Projet Sully 3, bâtiment du Conseil Général de la Loire Atlantique
Entretien avec Béatrice Dacher
par Emmanuelle Chérel
Tu t'es longtemps définie comme peintre, même si tu n'as plus recours à ce médium mais à la photographie, à l'installation, la projection, etc..., Qu'est-ce qui t'a conduit à accepter ce projet architectural ?
Cela m'intéressait de travailler autrement et à une telle échelle. En 2006, les architectes de l'agence Forma 6 ont pensé à m'associer à leur projet architectural du fait que je travaille sur le motif. Ils souhaitaient réaliser une peau pour un bâtiment et que celle-ci le recouvre entièrement. Leur idée était donc que je produise un motif pour cette peau. Le projet d'une forme répétée, découpée, détourée, s'est imposé rapidement.
Il faut toutefois dire que je n'avais pas créé de motif jusqu'alors. Je prenais toujours des motifs existants que je trouvais et réutilisais comme dans « Elles sont belles tes roses », « La maison où j'ai grandi »..., je les empruntais à des espaces intérieurs (tapisserie,...) que je repeignais et que je remettais en situation dans un espace public ou privé.
Comment as-tu travaillé ?
Je me suis d'abord promenée, j'ai regardé le quai, puis le quartier en observant ses caractéristiques et le site avec plus de distance. Ce bâtiment est dans une pente. Il y a deux points de vue : En haut de la place parking entourée de tous ces bâtiments 18ème siècle. Et en bas presque les pieds dans l'eau, avec un paysage semi naturel. J'ai fait plusieurs repérages et constitué un carnet de recherches, avec des photographies soulignant des détails. Puis j'ai sélectionné des images et donc proposé un regard.
L'eau verte de l'Erdre m'intéressait parce qu'elle est ridée et prend les nuances colorées de tout ce qui s'y reflète, de tous ses alentours.
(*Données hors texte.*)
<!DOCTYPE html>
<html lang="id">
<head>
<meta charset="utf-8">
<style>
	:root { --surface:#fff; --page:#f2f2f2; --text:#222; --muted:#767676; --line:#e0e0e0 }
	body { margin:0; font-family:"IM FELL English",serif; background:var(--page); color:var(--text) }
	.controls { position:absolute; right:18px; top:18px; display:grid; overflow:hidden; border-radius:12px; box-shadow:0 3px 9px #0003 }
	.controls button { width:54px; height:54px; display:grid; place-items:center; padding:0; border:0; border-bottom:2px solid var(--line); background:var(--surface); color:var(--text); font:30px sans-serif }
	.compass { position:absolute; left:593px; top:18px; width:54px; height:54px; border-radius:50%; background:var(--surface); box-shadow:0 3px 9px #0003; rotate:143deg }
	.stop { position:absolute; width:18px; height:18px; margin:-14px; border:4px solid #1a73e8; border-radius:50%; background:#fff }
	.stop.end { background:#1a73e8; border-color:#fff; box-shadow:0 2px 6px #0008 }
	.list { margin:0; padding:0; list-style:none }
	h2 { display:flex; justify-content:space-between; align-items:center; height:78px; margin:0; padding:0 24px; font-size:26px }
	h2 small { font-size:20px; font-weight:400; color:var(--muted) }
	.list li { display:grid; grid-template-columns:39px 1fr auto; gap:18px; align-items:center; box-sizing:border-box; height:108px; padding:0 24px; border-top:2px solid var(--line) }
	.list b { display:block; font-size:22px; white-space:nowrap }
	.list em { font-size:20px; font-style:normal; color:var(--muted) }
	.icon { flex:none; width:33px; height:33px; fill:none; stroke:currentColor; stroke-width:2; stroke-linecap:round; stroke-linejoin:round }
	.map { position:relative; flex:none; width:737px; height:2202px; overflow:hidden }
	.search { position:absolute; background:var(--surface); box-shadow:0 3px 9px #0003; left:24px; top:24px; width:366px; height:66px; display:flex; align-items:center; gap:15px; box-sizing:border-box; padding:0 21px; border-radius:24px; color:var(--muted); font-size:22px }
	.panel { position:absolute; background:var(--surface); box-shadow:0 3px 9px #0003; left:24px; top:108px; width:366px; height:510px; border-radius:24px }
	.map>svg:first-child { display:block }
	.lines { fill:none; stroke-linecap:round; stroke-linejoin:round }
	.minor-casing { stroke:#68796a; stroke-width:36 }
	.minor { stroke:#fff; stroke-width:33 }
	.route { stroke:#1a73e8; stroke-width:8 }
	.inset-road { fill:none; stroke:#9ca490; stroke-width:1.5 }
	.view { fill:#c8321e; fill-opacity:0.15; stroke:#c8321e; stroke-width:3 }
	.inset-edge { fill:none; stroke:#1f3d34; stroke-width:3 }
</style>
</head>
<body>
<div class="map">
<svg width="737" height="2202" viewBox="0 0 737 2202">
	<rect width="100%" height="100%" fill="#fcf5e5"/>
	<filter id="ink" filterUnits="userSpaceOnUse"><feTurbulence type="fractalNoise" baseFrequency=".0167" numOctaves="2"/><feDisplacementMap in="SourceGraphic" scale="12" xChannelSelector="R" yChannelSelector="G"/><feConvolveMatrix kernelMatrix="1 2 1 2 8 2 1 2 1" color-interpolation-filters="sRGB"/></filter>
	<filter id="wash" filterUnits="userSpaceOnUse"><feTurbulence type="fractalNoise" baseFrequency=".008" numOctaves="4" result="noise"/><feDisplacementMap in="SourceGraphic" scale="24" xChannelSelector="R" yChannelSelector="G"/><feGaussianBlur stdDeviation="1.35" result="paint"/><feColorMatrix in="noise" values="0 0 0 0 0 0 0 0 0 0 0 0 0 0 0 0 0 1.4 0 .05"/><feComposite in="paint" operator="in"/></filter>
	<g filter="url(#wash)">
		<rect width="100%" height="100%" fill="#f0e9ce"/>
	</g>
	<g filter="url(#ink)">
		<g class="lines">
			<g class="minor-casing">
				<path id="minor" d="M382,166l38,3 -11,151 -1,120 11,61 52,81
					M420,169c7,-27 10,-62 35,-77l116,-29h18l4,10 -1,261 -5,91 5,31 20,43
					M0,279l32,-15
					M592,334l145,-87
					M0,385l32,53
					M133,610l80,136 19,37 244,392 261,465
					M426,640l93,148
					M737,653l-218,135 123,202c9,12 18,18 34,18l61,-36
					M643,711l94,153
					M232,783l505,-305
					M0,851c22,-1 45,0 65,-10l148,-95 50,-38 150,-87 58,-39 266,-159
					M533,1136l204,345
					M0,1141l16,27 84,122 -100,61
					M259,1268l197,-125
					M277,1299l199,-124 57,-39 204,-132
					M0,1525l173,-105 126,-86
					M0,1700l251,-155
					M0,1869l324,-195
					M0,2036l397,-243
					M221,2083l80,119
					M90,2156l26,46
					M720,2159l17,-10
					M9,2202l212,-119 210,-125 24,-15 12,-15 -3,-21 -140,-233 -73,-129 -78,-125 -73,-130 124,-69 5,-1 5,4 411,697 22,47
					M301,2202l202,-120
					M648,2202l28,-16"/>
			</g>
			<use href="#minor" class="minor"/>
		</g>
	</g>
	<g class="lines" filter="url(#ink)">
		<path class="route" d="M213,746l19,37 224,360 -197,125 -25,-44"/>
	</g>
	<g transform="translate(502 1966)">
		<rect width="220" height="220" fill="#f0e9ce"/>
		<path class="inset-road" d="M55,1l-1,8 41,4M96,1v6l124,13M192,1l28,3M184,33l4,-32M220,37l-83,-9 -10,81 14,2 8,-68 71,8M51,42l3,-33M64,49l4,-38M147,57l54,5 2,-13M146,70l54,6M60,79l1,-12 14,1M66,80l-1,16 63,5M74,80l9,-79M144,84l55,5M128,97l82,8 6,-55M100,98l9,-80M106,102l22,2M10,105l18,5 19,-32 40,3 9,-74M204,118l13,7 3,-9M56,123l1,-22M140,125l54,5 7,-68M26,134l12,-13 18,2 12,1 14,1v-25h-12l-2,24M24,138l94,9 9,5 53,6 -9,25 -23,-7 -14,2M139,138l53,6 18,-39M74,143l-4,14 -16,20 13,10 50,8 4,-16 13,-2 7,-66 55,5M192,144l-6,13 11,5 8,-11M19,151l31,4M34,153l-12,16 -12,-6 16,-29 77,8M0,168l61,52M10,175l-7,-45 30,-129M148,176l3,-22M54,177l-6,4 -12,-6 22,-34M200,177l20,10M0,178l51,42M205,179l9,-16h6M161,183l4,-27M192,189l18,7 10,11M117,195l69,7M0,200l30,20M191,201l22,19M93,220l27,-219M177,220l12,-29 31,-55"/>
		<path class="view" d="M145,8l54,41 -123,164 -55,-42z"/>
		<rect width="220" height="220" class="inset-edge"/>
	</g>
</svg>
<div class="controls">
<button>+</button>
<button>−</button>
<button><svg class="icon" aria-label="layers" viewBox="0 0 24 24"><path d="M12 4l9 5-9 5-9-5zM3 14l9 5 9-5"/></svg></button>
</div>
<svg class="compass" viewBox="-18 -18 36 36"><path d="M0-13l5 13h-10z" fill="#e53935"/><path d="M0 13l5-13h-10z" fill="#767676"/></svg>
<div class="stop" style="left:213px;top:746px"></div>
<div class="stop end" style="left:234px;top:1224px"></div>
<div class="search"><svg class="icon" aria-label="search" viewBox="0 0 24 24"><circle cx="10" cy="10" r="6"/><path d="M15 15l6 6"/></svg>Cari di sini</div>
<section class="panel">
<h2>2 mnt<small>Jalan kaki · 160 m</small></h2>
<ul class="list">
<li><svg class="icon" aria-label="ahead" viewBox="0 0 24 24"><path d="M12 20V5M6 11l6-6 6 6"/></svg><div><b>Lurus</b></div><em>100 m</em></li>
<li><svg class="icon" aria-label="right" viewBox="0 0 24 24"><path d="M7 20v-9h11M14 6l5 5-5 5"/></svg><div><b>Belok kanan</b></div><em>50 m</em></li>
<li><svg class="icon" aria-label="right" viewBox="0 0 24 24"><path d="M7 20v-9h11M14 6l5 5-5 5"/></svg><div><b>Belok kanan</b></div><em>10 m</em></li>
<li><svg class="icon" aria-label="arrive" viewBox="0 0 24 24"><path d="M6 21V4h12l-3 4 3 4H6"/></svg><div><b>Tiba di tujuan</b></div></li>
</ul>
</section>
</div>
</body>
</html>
À partir des formes reflétées sur la surface de la rivière, j'ai alors constitué un premier motif, mais il s'est révélé trop abstrait. À la découpe, il m'est apparu assez pauvre. De plus, il ne laissait pas une ouverture suffisamment large au niveau des fenêtres, pour bien laisser entrer la lumière.
Le motif a donc évolué. Dans mon repérage des abords du futur chantier, j'avais évidemment remarqué les platanes sur les trottoirs. Ils sont imposants par leur taille et leur feuillage et faisaient face au futur bâtiment. Leurs feuilles ont retenu mon attention mais aussi leurs ombres projetées au sol ou sur les murs. Tout en prenant en compte de ces éléments naturels, j'ai également été attirée par un élément urbain, une ferronnerie située sur la porte de la maison voisine.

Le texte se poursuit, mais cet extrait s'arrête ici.